When you venture out on a trail with six people, you need to be prepared to feed and water them if you want to keep them happy and motivated. We may or may not have learned this the hard way. Trust me, you do not want to find yourself in search of a geocache that turned out to be harder to find than you thought in the middle of an otherwise quiet and peaceful hammock forest with four hangry kids and a hot and tired spouse. The temptations are far too great.

We have a variety of soft and hard coolers of all sizes for in the car and for a quick schlep to a picnic table or beach spot and for keeping a whole weekend’s worth of food in for camping trips, but we lacked a comfortable backpack cooler for hiking.

That is, until we found – are you ready for an affiliate link? – the Igloo MaxCold Cooler:

 

 

Seriously. This backpack cooler has proven to be a sturdy and useful addition to our camp gadgets. We no longer head out without it. While it looks fairly compact, it actually holds enough water bottles and snacks for the 6 of us to do at least a 5-mile hike in the Florida sunshine.
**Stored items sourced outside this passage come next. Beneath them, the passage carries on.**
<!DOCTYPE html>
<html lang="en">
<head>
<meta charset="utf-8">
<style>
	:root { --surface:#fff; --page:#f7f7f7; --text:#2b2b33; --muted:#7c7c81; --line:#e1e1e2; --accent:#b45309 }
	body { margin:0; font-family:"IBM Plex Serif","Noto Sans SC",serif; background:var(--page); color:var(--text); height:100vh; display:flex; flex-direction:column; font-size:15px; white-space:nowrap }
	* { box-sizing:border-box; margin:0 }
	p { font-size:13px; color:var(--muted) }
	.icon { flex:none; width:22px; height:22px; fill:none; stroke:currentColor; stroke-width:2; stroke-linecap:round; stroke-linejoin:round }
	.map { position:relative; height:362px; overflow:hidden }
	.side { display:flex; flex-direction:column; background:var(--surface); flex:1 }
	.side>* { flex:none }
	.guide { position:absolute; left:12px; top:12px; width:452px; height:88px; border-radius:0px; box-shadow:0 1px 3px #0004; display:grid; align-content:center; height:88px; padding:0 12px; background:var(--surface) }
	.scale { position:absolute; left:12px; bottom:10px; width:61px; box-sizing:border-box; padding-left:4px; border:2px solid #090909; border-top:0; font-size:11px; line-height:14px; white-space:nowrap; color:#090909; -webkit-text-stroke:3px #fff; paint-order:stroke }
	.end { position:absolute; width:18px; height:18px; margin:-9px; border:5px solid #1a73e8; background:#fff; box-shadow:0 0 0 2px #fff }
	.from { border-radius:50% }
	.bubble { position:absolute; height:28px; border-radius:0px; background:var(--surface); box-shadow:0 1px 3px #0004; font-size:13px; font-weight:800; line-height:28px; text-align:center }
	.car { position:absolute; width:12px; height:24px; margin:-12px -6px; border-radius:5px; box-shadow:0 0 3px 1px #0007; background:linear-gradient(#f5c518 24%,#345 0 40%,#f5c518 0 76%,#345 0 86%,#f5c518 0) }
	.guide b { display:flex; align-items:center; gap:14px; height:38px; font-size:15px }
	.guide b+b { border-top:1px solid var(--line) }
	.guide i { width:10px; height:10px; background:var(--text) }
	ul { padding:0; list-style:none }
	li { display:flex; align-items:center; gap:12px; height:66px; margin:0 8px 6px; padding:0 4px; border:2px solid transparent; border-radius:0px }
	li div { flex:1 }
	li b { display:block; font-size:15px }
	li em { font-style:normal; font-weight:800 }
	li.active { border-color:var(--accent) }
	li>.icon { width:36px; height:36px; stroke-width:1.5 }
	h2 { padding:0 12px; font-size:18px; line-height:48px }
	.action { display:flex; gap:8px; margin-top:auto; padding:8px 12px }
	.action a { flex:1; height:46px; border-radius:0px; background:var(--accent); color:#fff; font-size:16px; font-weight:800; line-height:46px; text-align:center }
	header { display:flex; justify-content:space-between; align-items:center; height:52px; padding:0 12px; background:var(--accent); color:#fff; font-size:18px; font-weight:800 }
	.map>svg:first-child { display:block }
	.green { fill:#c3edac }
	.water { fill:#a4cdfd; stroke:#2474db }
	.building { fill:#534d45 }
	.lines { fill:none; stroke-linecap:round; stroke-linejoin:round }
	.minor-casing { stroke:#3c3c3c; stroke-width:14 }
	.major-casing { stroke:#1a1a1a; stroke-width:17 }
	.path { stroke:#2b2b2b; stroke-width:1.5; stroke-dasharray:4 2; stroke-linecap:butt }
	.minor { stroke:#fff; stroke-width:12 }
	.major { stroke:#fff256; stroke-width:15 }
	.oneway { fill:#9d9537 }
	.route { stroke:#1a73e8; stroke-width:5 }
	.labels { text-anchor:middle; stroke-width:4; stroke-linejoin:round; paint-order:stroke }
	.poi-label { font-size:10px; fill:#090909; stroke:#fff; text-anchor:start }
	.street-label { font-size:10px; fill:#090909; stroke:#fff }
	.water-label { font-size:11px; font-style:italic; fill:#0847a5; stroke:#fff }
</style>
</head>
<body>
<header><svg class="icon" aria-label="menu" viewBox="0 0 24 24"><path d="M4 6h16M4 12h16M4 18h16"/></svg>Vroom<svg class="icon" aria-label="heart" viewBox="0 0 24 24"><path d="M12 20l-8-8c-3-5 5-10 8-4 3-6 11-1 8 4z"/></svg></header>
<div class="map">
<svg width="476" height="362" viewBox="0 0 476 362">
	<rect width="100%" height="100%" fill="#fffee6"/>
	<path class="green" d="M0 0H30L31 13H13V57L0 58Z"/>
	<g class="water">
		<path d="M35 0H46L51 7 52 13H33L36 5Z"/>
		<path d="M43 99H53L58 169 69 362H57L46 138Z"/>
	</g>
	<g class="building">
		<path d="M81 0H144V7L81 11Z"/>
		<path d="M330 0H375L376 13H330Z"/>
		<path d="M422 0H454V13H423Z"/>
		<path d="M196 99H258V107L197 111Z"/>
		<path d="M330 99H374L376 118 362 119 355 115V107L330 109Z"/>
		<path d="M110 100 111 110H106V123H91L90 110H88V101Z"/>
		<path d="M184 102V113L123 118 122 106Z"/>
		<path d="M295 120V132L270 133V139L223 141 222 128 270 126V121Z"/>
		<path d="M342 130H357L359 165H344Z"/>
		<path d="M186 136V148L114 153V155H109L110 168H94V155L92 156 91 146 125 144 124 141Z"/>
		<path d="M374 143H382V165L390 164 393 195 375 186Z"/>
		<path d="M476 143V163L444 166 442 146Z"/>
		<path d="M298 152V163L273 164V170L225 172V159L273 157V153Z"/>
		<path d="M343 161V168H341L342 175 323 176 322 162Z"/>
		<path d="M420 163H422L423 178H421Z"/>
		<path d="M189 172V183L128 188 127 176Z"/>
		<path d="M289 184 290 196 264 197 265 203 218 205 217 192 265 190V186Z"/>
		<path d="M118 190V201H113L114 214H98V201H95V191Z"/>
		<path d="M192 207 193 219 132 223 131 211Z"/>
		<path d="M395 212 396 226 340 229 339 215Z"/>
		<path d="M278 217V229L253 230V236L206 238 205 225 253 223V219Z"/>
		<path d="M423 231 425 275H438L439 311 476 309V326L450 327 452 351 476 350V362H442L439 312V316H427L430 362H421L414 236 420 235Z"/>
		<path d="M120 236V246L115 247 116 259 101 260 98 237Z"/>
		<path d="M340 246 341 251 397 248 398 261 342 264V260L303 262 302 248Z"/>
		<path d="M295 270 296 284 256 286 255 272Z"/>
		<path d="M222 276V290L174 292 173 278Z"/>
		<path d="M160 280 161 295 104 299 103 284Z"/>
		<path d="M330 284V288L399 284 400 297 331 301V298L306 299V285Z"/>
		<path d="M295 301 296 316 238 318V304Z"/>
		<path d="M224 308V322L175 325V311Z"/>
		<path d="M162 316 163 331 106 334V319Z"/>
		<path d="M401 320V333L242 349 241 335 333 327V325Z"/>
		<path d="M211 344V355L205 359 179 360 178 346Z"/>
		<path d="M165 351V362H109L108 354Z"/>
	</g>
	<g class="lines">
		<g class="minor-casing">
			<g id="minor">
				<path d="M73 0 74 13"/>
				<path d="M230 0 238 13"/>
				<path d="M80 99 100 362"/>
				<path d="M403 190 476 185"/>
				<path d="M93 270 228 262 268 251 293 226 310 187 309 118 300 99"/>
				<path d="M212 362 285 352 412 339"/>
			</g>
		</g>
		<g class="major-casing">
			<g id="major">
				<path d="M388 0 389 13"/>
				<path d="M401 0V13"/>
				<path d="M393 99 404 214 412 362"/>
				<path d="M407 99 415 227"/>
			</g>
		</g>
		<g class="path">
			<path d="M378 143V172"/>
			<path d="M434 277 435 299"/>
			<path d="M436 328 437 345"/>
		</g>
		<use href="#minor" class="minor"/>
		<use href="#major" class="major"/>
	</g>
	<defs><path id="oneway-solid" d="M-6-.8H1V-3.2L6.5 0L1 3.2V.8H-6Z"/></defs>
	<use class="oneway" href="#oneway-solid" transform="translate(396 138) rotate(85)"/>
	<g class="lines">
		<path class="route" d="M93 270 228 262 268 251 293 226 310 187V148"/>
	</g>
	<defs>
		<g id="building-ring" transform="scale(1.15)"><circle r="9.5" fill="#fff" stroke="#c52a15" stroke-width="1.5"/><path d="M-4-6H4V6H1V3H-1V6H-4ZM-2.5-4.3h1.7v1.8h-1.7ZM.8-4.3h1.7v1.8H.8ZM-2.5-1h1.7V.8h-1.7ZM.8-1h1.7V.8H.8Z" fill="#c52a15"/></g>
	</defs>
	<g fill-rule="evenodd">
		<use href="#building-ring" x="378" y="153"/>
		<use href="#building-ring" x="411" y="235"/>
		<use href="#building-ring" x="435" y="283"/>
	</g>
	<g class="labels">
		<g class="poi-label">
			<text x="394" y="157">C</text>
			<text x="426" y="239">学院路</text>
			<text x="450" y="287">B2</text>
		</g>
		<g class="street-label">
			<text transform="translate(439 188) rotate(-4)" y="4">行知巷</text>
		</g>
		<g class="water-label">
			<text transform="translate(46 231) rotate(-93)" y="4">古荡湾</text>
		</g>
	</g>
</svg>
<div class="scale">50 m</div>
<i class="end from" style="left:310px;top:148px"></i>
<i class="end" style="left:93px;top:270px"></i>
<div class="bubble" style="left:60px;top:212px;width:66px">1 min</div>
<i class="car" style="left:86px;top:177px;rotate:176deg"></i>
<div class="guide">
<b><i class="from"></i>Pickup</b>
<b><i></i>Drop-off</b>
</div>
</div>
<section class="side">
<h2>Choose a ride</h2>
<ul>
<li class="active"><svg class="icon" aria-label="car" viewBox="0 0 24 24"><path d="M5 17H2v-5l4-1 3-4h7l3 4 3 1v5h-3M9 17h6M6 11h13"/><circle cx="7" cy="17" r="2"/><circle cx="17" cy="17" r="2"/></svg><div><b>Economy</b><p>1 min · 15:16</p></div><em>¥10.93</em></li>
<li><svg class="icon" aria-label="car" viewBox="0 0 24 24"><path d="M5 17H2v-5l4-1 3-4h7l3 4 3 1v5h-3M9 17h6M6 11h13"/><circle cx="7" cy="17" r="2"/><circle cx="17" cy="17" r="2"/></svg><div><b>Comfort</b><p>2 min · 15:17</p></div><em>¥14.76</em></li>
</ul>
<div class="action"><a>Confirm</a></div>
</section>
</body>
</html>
We don’t typically go much further than that as the youngest member of our team is only 5 years old so just one of these coolers works well for us. The side mesh pockets hold our sunscreen, maps and a small camera or phone. The main compartment holds an ice pack and 6 insulated reusable bottles of water, gatorade, etc. The top compartment holds an array of snacks. You can pack a lot into this space.
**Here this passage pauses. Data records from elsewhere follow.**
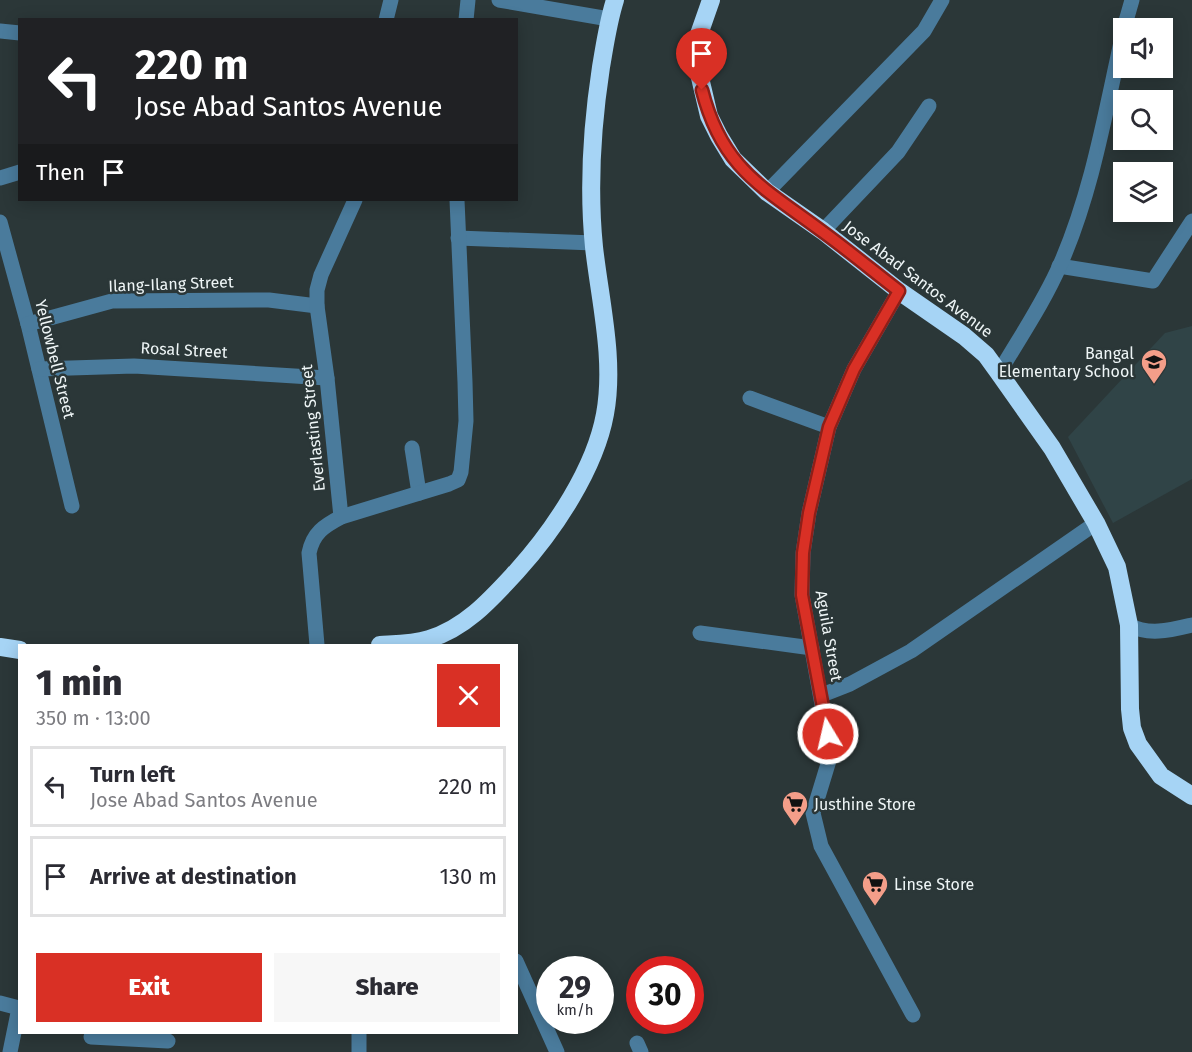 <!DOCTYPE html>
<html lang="en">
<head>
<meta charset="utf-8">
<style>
	:root { --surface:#fff; --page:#f7f7f7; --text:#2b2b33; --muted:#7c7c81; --line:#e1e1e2; --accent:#d93025 }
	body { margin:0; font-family:"Fira Sans",sans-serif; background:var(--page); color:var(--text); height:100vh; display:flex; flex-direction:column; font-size:22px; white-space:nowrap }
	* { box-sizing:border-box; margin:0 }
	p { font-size:20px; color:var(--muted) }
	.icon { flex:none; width:33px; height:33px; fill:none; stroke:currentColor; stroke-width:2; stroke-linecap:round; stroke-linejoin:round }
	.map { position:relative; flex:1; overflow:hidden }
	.side { position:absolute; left:18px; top:644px; width:500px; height:390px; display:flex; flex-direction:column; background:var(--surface); border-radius:0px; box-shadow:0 3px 15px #0003 }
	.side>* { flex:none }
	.hud { position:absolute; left:18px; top:18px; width:500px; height:183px; border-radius:0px; box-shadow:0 3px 15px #0003; background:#202124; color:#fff; overflow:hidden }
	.tools { position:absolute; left:1113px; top:18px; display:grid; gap:12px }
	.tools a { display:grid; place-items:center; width:60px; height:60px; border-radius:0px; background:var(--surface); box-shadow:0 3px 15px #0003; font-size:30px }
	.speed { position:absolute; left:536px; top:956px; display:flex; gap:12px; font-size:30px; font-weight:700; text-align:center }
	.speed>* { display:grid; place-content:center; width:78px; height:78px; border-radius:50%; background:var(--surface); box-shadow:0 3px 15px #0003; line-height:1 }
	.speed small { font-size:15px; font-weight:400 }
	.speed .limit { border:9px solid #d22; background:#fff; color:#111 }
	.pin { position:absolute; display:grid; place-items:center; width:51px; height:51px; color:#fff; margin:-62px -26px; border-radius:50% 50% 50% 0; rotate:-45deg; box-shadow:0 0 6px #0007 }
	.pin .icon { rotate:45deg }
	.me { position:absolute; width:66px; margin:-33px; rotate:351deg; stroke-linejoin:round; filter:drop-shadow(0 0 4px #0008) }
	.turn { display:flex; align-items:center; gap:21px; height:126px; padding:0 18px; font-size:27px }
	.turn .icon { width:78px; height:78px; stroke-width:2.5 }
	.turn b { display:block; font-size:42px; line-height:51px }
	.then { display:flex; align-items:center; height:57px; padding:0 18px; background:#0003; gap:12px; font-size:22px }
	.round { display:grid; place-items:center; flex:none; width:63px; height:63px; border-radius:0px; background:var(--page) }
	.overview { display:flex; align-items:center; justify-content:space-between; height:102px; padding:0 18px }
	h1 { font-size:36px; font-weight:800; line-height:45px }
	.primary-button { display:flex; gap:12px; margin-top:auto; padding:12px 18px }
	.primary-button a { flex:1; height:69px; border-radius:0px; background:var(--accent); color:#fff; font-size:24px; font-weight:800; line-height:69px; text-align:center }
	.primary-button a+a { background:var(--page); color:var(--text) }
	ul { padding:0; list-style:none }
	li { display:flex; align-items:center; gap:18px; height:81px; margin:0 12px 9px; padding:0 6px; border:3px solid var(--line); border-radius:0px }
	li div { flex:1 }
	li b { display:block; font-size:22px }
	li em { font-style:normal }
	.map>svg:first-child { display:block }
	.built { fill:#304447 }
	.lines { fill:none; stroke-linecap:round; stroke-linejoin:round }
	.minor { stroke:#4a7b9c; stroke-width:15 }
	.highway { stroke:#a6d4f5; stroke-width:18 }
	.route-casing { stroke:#8d1f18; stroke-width:15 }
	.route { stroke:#d93025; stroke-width:10 }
	.labels { text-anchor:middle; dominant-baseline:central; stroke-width:5; stroke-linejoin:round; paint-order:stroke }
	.street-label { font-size:16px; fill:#eef5f6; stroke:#2b3738 }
	.poi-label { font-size:16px; fill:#eef5f6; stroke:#2b3738; text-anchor:start }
</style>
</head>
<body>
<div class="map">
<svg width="1192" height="1052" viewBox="0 0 1192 1052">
	<rect width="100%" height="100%" fill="#2b3738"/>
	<polygon class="built" points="1192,326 1192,479 1113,523 1068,437 1165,333"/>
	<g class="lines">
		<g class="minor">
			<polyline points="499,0 609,19"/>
			<polyline points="386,20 391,0"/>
			<polyline points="466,20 468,0"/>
			<polyline points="1124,28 1132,0"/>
			<polyline points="0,31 20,33"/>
			<polyline points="0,178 20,172"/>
			<polyline points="767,192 924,31 942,0"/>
			<polyline points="0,222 28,324 72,506"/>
			<polyline points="823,231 898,152 929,106"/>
			<polyline points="458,238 594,243"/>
			<polyline points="1059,266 1153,281 1192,221"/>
			<polyline points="899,291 854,369 829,427 809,513 803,553 802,595 831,754 813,813 821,846 913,1015"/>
			<polyline points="28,324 112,301 269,300 317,306"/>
			<polyline points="39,369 134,366 327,378"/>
			<path d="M999,373C1020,337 1044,302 1060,265C1093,190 1106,108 1124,29"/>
			<polyline points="750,398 829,427"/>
			<polyline points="412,448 419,493"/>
			<polyline points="341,517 327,378 317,306 317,290 321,275 355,200"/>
			<path d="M1129,625C1149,636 1171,630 1192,625"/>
			<polyline points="700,633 812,648"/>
			<path d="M317,645L309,553C313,533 324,526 341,517L449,484L458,480L461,472L466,421L465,382L457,200"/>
			<polyline points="822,695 850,684 911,651 1096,523"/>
			<polyline points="516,961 557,1052"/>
			<polyline points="0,1003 19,1008 10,1052"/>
			<polyline points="91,1037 168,1041"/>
			<polyline points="637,1043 641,1052"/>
			<polyline points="359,1052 359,1032"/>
		</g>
		<g class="highway">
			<polyline points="711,0 697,40 698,69 709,116 719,136 733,159 767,192 823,231 899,291 964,336 986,355 999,373 1052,448 1096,523 1117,567 1129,625 1130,709 1132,728 1138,744 1161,776 1192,796"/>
			<path d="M380,645C396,644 413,644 429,639C466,628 492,598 517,571C554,530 595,469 605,414C615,360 600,301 594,247C588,187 592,126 601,67C605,44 608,22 615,0"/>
			<polyline points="0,647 20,650"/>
		</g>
	</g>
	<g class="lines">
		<g class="route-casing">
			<path id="route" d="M702,90C722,169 763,187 823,232C849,251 873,271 899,291L854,369L829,427L809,513L803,553L802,595L828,734"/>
		</g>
		<use href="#route" class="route"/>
	</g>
	<defs>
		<g id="school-pin" transform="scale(1.35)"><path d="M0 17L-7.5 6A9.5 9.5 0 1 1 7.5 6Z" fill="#f49e89" stroke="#2b3738"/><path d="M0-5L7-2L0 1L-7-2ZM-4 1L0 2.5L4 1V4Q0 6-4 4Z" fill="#111"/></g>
		<g id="supermarket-pin" transform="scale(1.35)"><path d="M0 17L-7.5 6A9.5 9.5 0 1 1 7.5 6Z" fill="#f49e89" stroke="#2b3738"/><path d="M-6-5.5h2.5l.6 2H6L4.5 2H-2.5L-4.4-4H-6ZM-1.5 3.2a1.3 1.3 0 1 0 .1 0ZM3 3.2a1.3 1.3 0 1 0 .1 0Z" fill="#111"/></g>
	</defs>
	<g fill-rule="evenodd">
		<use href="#school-pin" x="1154" y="362"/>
		<use href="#supermarket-pin" x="795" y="804"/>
		<use href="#supermarket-pin" x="875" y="884"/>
	</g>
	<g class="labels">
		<g class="street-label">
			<text transform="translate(918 279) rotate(37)">Jose Abad Santos Avenue</text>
			<text transform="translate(171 284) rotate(-2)">Ilang-Ilang Street</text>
			<text transform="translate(184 350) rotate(3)">Rosal Street</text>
			<text transform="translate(55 359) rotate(76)">Yellowbell Street</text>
			<text transform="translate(313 428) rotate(-96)">Everlasting Street</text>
			<text transform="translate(829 636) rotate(80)">Aguila Street</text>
		</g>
		<g class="poi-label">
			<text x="1134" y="353" text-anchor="end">Bangal<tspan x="1134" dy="18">Elementary School</tspan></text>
			<text x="814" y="804">Justhine Store</text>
			<text x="894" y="884">Linse Store</text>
		</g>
	</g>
</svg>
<div class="tools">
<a><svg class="icon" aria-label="sound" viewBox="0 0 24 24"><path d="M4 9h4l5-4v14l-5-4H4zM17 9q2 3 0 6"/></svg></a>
<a><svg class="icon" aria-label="search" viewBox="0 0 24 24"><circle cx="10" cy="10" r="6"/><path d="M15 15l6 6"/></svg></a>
<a><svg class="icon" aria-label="layers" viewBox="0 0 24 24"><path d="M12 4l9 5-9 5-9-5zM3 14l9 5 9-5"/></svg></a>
</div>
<div class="speed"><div>29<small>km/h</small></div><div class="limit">30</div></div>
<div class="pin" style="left:702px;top:90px;background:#d93025"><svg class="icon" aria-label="arrive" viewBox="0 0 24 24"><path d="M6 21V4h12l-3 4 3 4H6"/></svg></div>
<svg class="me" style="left:828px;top:734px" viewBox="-20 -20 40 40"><circle r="17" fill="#d93025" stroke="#fff" stroke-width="3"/><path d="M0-11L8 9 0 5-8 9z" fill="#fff"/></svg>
<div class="hud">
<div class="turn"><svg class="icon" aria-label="left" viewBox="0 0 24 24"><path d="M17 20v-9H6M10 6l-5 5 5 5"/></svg><div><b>220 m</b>Jose Abad Santos Avenue</div></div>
<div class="then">Then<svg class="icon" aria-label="arrive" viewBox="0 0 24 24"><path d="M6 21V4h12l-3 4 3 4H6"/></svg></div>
</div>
<section class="side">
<div class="overview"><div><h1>1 min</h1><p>350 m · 13:00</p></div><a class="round" style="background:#d93025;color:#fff"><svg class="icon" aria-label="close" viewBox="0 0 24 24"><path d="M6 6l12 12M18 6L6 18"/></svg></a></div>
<ul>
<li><svg class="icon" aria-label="left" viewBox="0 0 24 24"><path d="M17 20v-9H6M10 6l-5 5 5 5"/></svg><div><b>Turn left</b><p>Jose Abad Santos Avenue</p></div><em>220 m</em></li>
<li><svg class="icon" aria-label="arrive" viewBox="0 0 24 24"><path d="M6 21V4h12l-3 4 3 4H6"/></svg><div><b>Arrive at destination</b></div><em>130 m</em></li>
</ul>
<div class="primary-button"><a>Exit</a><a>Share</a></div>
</section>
</div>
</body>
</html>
Here we are, nowhere near anything, yet happily meandering through a prairie and not about to harm each other, because we are hydrated.

 

It’s also versatile. As we still homeschool two of our children, this backpack is perfect when three of us head out to a class or field trip at a nature preserve or beach. We can keep our drinks, sandwiches, fruit and other snacks cool and it’s not too heavy or bulky to schlep around. We’ve used it on bike rides and even stuck it in a plastic bag to put in a tube when we went fossil hunting on the Peace River.

Here’s to staying hydrated and keeping (our) cool!

 

*Photos are from our camping trip to Paynes Prairie Preserve State Park.